EXERCISE GOAL: In how many lines of the records below does the word "bottom" appear? Answer with the number alone.

##############################

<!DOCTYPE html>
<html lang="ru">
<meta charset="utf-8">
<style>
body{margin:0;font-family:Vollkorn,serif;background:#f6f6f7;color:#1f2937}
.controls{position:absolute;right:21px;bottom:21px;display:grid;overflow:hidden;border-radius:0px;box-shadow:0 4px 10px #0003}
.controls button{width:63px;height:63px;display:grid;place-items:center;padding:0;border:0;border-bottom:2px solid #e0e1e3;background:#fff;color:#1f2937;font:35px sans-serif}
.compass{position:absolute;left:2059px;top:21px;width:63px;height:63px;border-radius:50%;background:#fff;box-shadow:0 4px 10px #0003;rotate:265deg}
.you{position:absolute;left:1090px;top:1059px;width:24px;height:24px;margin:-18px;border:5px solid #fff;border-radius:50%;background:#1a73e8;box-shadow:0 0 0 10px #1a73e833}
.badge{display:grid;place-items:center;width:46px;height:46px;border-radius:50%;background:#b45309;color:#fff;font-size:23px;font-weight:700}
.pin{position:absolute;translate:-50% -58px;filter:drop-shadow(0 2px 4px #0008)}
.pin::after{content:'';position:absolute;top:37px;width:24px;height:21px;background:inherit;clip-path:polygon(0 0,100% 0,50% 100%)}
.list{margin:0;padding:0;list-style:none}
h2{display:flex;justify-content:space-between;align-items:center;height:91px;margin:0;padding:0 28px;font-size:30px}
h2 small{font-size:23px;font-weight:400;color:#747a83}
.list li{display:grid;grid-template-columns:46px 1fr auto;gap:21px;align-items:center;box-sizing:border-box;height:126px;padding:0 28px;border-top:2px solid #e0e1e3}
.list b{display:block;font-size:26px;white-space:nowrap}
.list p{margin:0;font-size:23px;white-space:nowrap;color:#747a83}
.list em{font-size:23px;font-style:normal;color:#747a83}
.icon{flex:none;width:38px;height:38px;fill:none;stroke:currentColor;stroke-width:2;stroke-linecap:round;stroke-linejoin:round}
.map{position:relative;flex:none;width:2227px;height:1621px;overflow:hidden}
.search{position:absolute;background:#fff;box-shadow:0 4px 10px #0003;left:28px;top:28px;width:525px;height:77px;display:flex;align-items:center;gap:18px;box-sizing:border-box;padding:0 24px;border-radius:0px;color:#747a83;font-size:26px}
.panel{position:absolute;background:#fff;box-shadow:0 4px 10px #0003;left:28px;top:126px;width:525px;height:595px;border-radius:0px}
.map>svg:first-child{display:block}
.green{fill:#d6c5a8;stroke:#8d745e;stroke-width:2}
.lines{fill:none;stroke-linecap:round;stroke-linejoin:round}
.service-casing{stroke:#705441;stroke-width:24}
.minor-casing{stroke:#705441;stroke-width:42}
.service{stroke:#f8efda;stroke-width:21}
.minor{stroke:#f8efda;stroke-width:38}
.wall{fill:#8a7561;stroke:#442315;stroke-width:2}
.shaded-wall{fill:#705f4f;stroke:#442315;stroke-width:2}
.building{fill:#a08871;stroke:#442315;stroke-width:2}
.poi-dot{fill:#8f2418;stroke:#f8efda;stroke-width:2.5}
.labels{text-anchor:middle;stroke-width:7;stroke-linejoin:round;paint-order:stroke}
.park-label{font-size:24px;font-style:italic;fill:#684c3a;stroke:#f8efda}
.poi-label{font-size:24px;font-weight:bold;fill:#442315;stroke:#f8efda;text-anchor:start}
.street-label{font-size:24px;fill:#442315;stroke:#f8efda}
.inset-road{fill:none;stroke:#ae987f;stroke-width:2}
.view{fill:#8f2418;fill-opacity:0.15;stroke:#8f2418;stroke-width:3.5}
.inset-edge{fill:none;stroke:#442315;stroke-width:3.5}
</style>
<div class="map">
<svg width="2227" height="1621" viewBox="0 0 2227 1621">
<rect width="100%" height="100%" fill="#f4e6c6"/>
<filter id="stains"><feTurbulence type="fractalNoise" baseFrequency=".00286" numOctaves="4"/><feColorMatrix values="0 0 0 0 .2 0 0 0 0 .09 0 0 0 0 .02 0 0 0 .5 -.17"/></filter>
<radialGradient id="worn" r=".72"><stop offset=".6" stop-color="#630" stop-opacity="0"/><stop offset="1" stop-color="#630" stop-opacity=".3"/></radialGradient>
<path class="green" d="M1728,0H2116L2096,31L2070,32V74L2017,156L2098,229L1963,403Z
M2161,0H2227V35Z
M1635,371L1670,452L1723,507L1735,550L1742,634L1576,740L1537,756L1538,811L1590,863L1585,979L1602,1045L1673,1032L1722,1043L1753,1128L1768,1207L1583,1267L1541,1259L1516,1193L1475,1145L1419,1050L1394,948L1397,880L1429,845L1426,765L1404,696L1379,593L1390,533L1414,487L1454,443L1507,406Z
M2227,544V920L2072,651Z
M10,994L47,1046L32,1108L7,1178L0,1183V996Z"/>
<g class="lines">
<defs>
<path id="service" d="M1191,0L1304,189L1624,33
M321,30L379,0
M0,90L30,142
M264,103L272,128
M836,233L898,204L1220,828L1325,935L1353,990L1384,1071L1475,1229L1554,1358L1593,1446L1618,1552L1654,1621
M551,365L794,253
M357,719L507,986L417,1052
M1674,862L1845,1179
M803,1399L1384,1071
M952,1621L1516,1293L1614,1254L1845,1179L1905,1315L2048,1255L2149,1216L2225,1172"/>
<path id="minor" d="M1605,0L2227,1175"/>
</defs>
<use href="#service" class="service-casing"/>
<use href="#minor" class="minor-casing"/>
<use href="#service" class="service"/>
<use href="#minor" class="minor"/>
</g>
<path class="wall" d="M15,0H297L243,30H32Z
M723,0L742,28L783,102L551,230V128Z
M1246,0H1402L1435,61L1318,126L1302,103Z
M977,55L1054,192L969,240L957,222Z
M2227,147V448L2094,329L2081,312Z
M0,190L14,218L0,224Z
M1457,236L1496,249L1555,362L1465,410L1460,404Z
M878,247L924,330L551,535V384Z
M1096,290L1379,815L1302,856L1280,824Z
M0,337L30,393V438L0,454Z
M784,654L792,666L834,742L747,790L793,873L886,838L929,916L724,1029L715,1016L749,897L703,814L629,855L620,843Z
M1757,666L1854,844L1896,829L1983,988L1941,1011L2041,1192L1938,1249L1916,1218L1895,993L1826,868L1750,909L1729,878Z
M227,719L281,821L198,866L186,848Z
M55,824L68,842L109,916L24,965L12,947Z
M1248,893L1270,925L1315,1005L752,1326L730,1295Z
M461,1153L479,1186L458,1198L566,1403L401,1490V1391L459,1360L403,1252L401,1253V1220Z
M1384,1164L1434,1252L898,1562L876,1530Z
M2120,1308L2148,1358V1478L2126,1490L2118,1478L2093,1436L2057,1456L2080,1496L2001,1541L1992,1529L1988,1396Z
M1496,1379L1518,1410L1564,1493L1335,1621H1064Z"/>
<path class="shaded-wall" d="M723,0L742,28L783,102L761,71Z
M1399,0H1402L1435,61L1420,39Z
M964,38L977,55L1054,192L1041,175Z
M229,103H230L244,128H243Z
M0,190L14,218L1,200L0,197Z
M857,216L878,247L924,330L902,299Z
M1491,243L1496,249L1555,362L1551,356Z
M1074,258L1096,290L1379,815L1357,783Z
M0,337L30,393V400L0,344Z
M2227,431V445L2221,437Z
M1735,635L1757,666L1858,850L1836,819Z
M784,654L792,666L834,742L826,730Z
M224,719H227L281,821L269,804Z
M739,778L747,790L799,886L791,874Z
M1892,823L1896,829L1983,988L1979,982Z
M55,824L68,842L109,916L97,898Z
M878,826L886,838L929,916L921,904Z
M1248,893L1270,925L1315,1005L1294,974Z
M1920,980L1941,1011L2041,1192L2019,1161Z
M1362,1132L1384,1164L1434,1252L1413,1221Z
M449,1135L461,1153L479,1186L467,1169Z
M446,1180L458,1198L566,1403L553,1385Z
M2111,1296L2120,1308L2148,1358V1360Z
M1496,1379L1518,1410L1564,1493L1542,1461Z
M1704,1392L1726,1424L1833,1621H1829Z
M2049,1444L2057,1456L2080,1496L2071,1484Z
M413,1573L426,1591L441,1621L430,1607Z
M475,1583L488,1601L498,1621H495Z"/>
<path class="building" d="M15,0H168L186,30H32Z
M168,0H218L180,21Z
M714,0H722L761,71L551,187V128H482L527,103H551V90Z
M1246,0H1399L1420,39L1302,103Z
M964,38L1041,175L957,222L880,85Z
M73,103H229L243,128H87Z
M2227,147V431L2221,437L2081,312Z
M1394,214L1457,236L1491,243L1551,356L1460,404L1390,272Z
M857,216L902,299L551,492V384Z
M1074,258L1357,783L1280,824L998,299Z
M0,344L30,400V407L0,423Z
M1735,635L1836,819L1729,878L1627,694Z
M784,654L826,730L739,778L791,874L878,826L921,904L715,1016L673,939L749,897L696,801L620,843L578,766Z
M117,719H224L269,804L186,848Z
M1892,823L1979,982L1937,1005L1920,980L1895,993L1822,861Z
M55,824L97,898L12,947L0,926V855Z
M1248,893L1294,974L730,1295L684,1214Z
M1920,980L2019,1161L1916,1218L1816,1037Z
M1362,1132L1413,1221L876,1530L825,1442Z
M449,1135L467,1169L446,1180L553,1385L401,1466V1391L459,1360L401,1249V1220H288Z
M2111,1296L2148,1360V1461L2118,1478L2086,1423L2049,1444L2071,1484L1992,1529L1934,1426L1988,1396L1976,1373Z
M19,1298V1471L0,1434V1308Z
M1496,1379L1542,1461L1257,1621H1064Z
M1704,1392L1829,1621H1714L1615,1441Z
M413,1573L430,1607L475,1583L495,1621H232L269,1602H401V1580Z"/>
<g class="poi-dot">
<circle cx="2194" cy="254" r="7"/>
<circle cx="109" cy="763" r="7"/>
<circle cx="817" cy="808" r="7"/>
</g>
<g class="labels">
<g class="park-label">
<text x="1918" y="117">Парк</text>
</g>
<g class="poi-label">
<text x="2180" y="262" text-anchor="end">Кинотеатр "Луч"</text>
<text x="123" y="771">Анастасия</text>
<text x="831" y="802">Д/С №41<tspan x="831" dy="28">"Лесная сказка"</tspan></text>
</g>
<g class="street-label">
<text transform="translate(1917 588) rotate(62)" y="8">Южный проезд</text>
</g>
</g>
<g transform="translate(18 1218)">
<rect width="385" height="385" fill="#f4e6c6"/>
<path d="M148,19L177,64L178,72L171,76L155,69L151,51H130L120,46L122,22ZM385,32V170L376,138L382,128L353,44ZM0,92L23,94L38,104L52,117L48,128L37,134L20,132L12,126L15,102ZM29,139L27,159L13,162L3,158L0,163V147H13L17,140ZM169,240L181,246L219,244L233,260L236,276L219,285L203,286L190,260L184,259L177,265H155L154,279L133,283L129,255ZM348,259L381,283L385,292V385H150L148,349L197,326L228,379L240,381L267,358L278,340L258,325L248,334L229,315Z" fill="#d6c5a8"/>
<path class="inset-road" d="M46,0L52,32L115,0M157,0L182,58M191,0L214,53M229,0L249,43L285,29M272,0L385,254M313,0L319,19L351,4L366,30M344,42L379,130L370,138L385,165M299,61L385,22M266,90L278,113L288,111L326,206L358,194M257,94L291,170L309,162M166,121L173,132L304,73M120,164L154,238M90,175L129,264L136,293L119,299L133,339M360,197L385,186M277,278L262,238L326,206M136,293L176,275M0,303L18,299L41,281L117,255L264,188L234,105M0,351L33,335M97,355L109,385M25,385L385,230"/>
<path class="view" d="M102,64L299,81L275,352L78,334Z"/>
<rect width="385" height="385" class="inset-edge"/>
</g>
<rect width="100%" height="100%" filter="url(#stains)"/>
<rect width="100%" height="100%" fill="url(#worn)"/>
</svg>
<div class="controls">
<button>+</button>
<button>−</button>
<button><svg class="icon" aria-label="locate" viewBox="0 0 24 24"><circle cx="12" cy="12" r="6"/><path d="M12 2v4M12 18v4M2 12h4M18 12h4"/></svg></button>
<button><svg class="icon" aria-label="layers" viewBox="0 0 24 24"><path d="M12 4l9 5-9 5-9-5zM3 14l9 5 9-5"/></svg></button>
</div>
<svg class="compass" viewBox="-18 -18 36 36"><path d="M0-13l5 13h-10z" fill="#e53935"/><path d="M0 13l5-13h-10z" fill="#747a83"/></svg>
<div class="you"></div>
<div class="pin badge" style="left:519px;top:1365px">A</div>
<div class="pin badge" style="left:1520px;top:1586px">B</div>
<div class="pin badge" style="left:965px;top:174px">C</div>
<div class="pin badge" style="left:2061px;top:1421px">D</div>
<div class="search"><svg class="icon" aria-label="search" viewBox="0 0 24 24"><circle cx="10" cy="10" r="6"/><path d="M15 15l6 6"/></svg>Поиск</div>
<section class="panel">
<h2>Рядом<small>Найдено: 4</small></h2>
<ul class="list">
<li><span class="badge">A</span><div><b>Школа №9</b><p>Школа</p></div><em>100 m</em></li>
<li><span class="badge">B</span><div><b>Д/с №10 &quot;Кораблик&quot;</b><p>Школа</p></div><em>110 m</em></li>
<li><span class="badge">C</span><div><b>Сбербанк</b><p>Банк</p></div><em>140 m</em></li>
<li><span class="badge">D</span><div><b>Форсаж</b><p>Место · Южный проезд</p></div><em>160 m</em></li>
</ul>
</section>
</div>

##############################

SOLUTION TO THE PROBLEM: 2